Is Trump’s Renomination Inevitable?
Will the 45th president’s lead in GOP primary polling hold up? There’s a possibility — not a certainty, not a probability, but a possibility — that it won’t.

Is it inevitable that President Trump will be the second person in history — President Nixon was the first — to win the Republican Party’s nomination for president three times? Many thoughtful observers, and others as well, think so.
They have some solid evidence. Polling has been showing majorities of Republicans favoring Mr. Trump since the Manhattan district attorney, Alvin Bragg, indicted him March 30 on charges that seemed both trivial and invalid. The day before that, Mr. Trump led Governor DeSantis by just 44 percent to 29 percent in the RealClearPolitics average. By April 6, Mr. Trump’s lead rose to 51 percent to 25 percent and 54 percent to 22 percent on April 19.
Mr. Trump’s national numbers have risen slowly since, while Mr. DeSantis’s have sagged. If current numbers hold up, it may be that Mr. Bragg, elected after leading a June 2021 Democratic primary by just 8,828 votes, will have propelled Mr. Trump to another term in the White House.
Yet will the polling hold up? I think there’s a possibility — not a certainty, not a probability, but a possibility — that it won’t. Evidence comes from the October 22-26 NBC News-Des Moines Register poll of potential Republican caucusgoers in Iowa. Des Moines Register pollster J. Ann Selzer’s record of accuracy, and in particular of spotting shifts in voter opinion, commands respect and attention.
Like other recent polls of early-voting Iowa and New Hampshire, this poll showed Mr. Trump below 50 percent, at 43 percent of the vote. The big headline was that Ambassador Nikki Haley jumped into second place, tied at 16 percent with Mr. DeSantis. This follows her jump into second place at New Hampshire last month.
Taken together, in the Des Moines Register poll, Ms. Haley, Mr. DeSantis, and fourth-place Senator Scott have 39 percent, just below Mr. Trump’s 43 percent. Yet winnowing down the field won’t necessarily mean that all the non-Trump votes go to his opponents, as my Washington Examiner colleagues Tim Carney and Byron York note.
As Mr. Carney points out, when the Des Moines Register poll asked voters for their second choices, nearly half, 41 percent, of Mr. DeSantis voters said Mr. Trump. So a Mr. DeSantis withdrawal would put the former president at around 50 percent, far ahead of Ms. Haley.
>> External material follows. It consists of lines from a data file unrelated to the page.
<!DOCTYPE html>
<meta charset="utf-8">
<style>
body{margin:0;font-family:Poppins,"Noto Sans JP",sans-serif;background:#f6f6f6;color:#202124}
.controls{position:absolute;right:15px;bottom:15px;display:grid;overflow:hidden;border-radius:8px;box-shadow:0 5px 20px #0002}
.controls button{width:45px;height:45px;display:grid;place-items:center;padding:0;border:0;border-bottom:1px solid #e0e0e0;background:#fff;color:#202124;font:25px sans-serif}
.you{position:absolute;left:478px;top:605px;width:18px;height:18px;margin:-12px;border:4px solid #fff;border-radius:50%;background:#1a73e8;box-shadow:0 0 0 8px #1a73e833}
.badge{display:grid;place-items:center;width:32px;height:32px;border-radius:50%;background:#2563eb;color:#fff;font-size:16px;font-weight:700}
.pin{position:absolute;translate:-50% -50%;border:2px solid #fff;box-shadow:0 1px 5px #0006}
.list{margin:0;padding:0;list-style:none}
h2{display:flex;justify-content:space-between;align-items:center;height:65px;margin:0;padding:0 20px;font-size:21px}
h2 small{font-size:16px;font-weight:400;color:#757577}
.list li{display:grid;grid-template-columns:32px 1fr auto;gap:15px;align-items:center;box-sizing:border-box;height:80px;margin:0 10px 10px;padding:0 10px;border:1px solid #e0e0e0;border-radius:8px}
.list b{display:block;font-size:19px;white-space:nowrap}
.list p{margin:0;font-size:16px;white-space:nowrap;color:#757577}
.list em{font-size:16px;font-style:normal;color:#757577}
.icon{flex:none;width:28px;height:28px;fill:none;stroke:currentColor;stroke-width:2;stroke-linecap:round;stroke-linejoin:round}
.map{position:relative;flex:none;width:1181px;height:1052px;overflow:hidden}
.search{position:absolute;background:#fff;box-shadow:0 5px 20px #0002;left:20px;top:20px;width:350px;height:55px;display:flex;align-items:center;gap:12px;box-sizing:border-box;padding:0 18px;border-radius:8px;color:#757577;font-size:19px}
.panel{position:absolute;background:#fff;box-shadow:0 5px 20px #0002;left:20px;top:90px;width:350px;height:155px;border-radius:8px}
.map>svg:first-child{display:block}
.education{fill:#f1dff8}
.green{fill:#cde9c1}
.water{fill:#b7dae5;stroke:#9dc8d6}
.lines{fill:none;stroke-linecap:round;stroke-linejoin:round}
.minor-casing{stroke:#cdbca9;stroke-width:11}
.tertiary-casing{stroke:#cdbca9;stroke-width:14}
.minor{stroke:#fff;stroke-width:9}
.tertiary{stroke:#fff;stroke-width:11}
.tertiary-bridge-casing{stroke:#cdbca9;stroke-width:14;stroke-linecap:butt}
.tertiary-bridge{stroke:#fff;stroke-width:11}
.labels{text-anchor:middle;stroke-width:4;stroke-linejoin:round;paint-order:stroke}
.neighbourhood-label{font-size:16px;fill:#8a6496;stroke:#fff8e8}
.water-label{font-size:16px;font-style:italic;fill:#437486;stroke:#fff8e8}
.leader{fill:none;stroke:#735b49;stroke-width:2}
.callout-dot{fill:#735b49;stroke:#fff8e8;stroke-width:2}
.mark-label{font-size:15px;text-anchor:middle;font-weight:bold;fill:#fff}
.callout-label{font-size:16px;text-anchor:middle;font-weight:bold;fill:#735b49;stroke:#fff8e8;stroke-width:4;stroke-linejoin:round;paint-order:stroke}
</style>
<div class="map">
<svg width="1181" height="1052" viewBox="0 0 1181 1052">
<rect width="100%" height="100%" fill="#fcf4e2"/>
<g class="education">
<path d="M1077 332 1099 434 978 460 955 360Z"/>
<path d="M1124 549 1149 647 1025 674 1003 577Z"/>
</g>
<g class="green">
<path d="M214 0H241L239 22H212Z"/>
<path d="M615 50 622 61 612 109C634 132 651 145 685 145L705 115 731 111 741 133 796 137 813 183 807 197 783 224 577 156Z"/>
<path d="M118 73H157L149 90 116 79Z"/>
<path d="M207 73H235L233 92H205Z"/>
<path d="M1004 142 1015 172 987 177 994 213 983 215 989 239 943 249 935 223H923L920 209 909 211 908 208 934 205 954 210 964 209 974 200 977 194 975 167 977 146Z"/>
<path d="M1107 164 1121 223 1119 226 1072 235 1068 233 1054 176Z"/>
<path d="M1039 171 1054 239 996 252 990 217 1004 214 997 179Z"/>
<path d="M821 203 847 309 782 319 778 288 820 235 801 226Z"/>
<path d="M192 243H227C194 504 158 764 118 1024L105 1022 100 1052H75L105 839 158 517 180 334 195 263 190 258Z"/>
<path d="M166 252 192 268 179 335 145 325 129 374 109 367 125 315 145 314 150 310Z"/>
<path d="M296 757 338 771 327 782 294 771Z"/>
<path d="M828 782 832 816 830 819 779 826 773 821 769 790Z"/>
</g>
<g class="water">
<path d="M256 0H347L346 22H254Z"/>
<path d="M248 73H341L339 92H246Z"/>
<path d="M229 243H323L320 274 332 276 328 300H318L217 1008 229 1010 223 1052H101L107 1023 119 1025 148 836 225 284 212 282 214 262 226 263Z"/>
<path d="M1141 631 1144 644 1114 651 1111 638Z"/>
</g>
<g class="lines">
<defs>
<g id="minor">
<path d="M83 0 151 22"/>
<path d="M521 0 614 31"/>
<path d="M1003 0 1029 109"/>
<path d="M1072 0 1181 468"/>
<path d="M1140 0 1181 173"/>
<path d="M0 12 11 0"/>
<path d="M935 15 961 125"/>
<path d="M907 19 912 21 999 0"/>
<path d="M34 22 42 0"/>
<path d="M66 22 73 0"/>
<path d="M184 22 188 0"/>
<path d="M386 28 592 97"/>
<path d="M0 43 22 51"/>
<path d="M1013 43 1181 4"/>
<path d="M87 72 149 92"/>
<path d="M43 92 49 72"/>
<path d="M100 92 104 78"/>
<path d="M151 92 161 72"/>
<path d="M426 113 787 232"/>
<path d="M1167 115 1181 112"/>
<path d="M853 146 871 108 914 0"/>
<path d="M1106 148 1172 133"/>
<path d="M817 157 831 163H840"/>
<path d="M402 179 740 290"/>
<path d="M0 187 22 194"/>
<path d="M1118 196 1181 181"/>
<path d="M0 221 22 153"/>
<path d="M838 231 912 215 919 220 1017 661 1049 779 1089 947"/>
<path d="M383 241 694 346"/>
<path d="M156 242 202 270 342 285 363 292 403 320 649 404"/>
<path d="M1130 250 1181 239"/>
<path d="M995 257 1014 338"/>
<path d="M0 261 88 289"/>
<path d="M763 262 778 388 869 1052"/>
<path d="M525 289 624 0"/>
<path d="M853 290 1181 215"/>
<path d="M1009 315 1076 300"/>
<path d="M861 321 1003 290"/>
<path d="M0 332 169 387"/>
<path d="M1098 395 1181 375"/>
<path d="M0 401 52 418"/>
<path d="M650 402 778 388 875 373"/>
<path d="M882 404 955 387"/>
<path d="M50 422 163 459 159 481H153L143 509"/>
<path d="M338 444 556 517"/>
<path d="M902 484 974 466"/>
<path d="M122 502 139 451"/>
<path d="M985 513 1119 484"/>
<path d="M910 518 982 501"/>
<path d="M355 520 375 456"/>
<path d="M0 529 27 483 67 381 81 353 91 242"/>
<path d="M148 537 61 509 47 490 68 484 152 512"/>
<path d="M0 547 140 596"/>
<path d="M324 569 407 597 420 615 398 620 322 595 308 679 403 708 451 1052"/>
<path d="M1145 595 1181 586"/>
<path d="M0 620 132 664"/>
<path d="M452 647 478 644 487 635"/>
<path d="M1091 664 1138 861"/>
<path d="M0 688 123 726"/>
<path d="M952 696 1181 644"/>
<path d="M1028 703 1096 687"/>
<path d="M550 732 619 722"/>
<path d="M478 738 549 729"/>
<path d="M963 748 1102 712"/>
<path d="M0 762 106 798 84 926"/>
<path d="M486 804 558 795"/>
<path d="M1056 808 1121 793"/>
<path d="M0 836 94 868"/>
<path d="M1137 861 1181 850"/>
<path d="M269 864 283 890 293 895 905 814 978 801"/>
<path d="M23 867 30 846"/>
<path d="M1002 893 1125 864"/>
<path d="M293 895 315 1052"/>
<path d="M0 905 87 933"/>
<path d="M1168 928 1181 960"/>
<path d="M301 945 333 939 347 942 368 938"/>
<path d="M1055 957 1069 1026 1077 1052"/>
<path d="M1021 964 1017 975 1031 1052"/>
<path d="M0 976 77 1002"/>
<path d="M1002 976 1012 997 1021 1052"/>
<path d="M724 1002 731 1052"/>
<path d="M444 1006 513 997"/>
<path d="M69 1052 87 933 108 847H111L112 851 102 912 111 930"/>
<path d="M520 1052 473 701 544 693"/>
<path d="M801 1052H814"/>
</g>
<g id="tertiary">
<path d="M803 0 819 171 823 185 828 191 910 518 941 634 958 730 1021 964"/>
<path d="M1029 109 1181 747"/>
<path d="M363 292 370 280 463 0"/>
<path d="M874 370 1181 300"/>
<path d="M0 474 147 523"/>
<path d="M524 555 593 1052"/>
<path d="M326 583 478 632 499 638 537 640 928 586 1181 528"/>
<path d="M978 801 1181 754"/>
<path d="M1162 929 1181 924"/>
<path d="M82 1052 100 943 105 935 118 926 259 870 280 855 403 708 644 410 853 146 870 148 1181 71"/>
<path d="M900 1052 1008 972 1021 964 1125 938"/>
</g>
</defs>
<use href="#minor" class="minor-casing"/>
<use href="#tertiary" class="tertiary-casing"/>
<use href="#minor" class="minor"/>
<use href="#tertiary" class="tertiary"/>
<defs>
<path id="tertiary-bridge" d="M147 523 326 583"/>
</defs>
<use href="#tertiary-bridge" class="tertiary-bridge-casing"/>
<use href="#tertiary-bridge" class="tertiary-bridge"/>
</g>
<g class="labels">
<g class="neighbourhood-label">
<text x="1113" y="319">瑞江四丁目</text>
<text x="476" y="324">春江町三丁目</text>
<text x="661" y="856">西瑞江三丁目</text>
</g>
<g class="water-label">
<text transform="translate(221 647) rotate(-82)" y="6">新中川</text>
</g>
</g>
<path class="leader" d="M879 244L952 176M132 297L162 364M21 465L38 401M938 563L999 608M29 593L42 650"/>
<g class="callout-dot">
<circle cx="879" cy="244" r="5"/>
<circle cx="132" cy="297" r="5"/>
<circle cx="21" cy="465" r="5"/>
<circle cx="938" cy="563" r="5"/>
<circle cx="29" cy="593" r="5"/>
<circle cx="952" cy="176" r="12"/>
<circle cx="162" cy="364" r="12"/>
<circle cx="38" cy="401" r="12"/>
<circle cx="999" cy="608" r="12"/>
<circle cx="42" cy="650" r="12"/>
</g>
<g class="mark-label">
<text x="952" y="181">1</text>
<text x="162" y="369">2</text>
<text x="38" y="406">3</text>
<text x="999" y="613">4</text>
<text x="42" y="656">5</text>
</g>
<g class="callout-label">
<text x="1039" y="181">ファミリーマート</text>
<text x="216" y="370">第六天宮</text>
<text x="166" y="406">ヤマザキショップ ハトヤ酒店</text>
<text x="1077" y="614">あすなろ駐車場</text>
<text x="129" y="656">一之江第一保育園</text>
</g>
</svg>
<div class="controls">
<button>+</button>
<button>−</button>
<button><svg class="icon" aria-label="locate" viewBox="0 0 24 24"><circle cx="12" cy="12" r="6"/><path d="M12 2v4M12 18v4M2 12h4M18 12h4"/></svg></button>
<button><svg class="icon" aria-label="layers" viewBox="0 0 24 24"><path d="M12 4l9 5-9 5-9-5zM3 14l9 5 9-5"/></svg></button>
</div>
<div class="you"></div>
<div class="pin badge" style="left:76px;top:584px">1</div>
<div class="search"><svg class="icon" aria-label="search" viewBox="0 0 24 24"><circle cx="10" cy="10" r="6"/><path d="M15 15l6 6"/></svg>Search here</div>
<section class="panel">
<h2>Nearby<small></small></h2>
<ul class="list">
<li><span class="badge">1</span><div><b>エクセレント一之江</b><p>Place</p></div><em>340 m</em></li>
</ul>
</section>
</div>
And as Mr. York points out, only 19 percent of Ms. Haley’s voters, about 3 percent of the total, say they’re “very enthusiastic” about supporting her. She may have momentum, but the ratio of those favorable to those unfavorable about her — 59 percent to 29 percent — is behind not only Mr. Trump’s — 66 percent 32 percent — but also Mr. DeSantis’s — 69 percent to 26 percent.
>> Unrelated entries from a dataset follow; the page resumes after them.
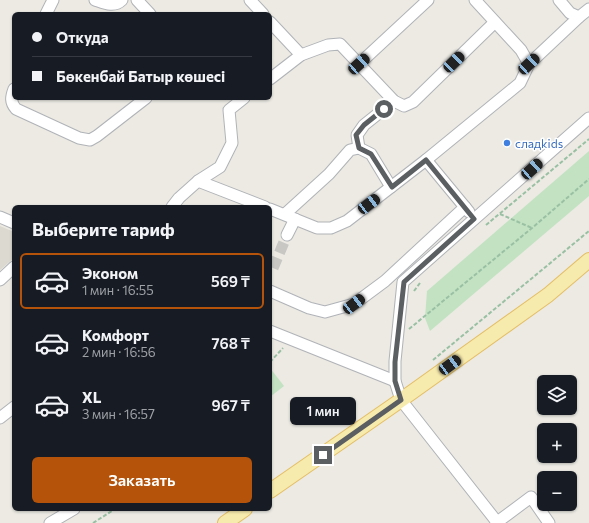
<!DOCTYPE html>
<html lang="ru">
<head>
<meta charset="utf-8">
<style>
	body { margin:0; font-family:Commissioner,sans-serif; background:#242831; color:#f1f3f6; height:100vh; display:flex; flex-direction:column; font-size:15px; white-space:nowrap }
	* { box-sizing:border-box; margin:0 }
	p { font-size:13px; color:#9ea1a6 }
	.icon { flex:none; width:22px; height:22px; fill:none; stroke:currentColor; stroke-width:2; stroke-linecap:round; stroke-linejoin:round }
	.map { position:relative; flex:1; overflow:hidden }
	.sheet { position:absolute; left:12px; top:205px; width:260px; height:306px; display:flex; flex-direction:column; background:#171b24; border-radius:6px; box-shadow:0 1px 3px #0004 }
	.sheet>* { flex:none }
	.banner { position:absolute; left:12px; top:12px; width:260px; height:88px; border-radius:6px; box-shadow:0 1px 3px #0004; display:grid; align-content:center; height:88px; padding:0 20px; background:#171b24 }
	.tools { position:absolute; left:537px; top:375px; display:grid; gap:8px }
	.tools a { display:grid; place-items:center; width:40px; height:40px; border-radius:6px; background:#171b24; box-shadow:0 1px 3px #0004; font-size:20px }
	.end { position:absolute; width:18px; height:18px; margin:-9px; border:5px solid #5b5f62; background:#fff; box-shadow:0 0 0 2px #fff }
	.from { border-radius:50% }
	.bubble { position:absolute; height:28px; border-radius:6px; background:#171b24; box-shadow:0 1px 3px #0004; font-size:13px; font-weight:600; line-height:28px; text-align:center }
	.car { position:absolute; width:12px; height:24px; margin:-12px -6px; border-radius:5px; box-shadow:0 0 3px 1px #0007; background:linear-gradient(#222 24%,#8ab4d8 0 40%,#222 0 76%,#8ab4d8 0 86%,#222 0) }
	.banner b { display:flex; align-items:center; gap:14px; height:38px; font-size:15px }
	.banner b+b { border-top:1px solid #363941 }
	.banner i { width:10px; height:10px; background:#f1f3f6 }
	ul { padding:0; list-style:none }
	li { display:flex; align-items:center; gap:12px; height:56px; margin:0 8px 6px; padding:0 12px; border:2px solid transparent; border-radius:6px }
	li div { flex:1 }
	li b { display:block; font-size:15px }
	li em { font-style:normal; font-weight:600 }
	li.selected { border-color:#b45309 }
	li>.icon { width:36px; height:36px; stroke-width:1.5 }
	h2 { padding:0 20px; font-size:18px; line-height:48px }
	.primary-button { display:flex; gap:8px; margin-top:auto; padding:8px 20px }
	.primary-button a { flex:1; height:46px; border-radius:6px; background:#b45309; color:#fff; font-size:16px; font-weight:600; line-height:46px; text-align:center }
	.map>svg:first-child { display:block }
</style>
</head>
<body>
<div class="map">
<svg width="589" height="523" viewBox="0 0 589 523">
	<rect width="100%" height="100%" fill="#eceae3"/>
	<!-- education -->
	<path fill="#dcd9d1" d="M0,226l14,6v26l-14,12z"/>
	<!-- green -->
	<g fill="#c2e2c2">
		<path d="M589,151v45l-159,135 -5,-13 2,-27z"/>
		<path d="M270,368l14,18 -14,11z"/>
	</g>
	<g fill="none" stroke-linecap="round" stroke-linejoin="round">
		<!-- minor-tunnel -->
		<path stroke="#c8c7c3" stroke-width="11" stroke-dasharray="11 5.5" stroke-linecap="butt" d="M273,268l14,-33"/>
		<!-- minor casing -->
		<g stroke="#b0b3b7" stroke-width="13">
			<g id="minor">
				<path d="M95,0c9,3 19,8 27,0"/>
				<path d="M137,0l13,14"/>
				<path d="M250,0l13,14"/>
				<path d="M559,0l11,13 9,4 10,-8"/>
				<path d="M46,14l7,-14"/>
				<path d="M270,22l31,33"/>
				<path d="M359,64l69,-64"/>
				<path d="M529,64l50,-47"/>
				<path d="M270,79l31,-24 27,-10 12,-1 54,57 10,5 9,-4 82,-80"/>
				<path d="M14,89c-3,8 -4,13 2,20l63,29 11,2 7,-4 49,-38"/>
				<path d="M359,148l-2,-13 7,-10 30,-24"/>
				<path d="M426,160l43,52"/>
				<path d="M198,181l67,26"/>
				<path d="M172,207l7,-9 19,-17 22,-14 12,-24 -3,-33 15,-12"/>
				<path d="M270,209l47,19h14l16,-7 79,-61 94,-77 9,-19 -8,-14 -46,-50"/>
				<path d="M285,214l44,-40 21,-24 9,-2 12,6 20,33"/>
				<path d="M0,217l14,6"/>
				<path d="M287,235l8,-16"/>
				<path d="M0,280l14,-13"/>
				<path d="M270,291l39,17 16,4 29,-8 31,-23 80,-74"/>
				<path d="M270,331l125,50"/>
				<path d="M0,418l14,-11"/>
				<path d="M497,522l-96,-122 -6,-19v-20l8,-79 186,-164"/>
				<path d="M50,523l24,-14"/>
				<path d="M496,523l35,-26 18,26"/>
			</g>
		</g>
		<!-- major casing -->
		<g stroke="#e4be65" stroke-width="16">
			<g id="major">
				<path d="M270,491l131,-91 147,-105 41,-35"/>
				<path d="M225,523l20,-14"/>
			</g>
		</g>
		<!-- path -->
		<g stroke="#9ac0a4" stroke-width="2" stroke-dasharray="4 2" stroke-linecap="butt">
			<path d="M500,214l32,14"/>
			<path d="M486,225l103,-86"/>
			<path d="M414,291l6,-8"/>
			<path d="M409,329l123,-101 57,-49"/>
			<path d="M433,360l156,-129"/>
			<path d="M270,362l13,-14"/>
			<path d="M93,523l22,-14"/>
		</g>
		<!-- minor -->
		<use href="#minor" stroke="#fff" stroke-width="11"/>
		<!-- major -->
		<use href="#major" stroke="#f7eaad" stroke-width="14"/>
	</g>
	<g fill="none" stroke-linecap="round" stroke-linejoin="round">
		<!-- route -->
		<path stroke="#5b5f62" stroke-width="5" d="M323,455l78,-55 -6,-19v-19l9,-80 70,-63 -48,-59 -34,27 -21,-33 -12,-6 -3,-13 8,-10 20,-16"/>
	</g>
	<!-- markers -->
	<circle fill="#3f7fe0" stroke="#fff" stroke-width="1.5" cx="507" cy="143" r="4"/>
	<g text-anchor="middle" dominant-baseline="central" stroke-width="3" stroke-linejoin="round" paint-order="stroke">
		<!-- shop labels -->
		<g font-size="12" fill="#366cbe" stroke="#fff" text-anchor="start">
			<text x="515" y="143">сладkids</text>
		</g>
	</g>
</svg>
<div class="tools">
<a><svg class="icon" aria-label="layers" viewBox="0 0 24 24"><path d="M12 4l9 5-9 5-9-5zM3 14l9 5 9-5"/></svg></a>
<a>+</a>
<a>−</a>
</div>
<i class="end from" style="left:384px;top:109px"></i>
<i class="end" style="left:323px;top:455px"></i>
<div class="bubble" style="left:290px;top:397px;width:66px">1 мин</div>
<i class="car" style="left:454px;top:62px;rotate:46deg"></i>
<i class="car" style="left:359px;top:64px;rotate:48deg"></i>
<i class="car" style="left:529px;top:64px;rotate:47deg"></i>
<i class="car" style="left:532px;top:169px;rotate:48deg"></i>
<i class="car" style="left:369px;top:204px;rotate:53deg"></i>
<i class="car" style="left:354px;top:304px;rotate:53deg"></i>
<i class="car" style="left:450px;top:365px;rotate:54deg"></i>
<div class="banner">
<b><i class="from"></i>Откуда</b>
<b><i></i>Бөкенбай Батыр көшесі</b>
</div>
<section class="sheet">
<h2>Выберите тариф</h2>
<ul>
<li class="selected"><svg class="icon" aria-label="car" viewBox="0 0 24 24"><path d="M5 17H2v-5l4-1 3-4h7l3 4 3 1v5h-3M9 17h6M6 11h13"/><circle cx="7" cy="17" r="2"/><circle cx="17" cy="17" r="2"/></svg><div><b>Эконом</b><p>1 мин · 16:55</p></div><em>569 ₸</em></li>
<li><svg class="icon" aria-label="car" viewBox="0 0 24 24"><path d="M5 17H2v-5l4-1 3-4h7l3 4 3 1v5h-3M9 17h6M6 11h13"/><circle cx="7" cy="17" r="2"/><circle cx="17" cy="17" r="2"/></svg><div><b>Комфорт</b><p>2 мин · 16:56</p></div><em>768 ₸</em></li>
<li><svg class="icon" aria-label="car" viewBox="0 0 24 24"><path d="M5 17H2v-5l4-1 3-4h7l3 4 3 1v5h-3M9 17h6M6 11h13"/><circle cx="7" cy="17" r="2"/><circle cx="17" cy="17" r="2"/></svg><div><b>XL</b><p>3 мин · 16:57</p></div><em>967 ₸</em></li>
</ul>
<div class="primary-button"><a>Заказать</a></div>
</section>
</div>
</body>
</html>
Yet this static analysis doesn’t take into account other possible dynamic effects. Some 37 percent of Mr. Trump’s supporters say their minds aren’t made up, which suggests a floor for Mr. Trump of 27 percent — a beatable number, as National Review’s Rich Lowry notes.
And when you aggregate the first-choice and second-choice votes, plus those who are saying they are actively considering Mr. DeSantis, his total comes out to 69 percent, actually a tick more than Mr. Trump’s 67 percent. The corresponding number for Ms. Haley is 55 percent, suggesting either lower name identification or some resistance on the part of Mr. Trump’s voters and thus a lower potential ceiling.
The history of presidential caucus and primary voting is full of examples of large numbers of voters changing their minds in very short periods of time. Those who insist that current poll numbers will hold fast seem to be ignoring those examples.
The most vivid example in my mind is the Iowa Democratic caucuses in 2004. Governor Dean of Vermont, brandishing his consistent opposition to military engagement in Iraq, had built up a strong lead — and in a state with a heritage of dovish/isolationist/pacifist leanings.
He was well organized, too, and I remember watching Mr. Dean’s hordes of orange-stocking-capped volunteers buzzing around Des Moines on caucus day. Yet the big news that night was a big victory for John Kerry, who had voted for the Iraq War. Very large numbers of voters, in a thought process I’m not sure anyone fully understood, just changed their minds.
Something similar could conceivably happen in Iowa next year’s Republican contest. Large numbers of Mr. Trump’s voters could decide, for reasons not yet apparent, to switch to Mr. DeSantis or Ms. Haley. Sure, Mr. Trump’s voters surely are more attached to him than Mr. Dean’s voters were to their candidate in 2004, but there’s no big difference this time on an issue as prominent as Iraq was back then.
Will something like this happen? Unlikely, I think, and maybe the wish is the father of the thought. Yet I think it’s possible. The alternative, given President Biden’s flagging numbers, is that the Manhattan district attorney will have paved the way for Mr. Trump to become the 47th president of the United States.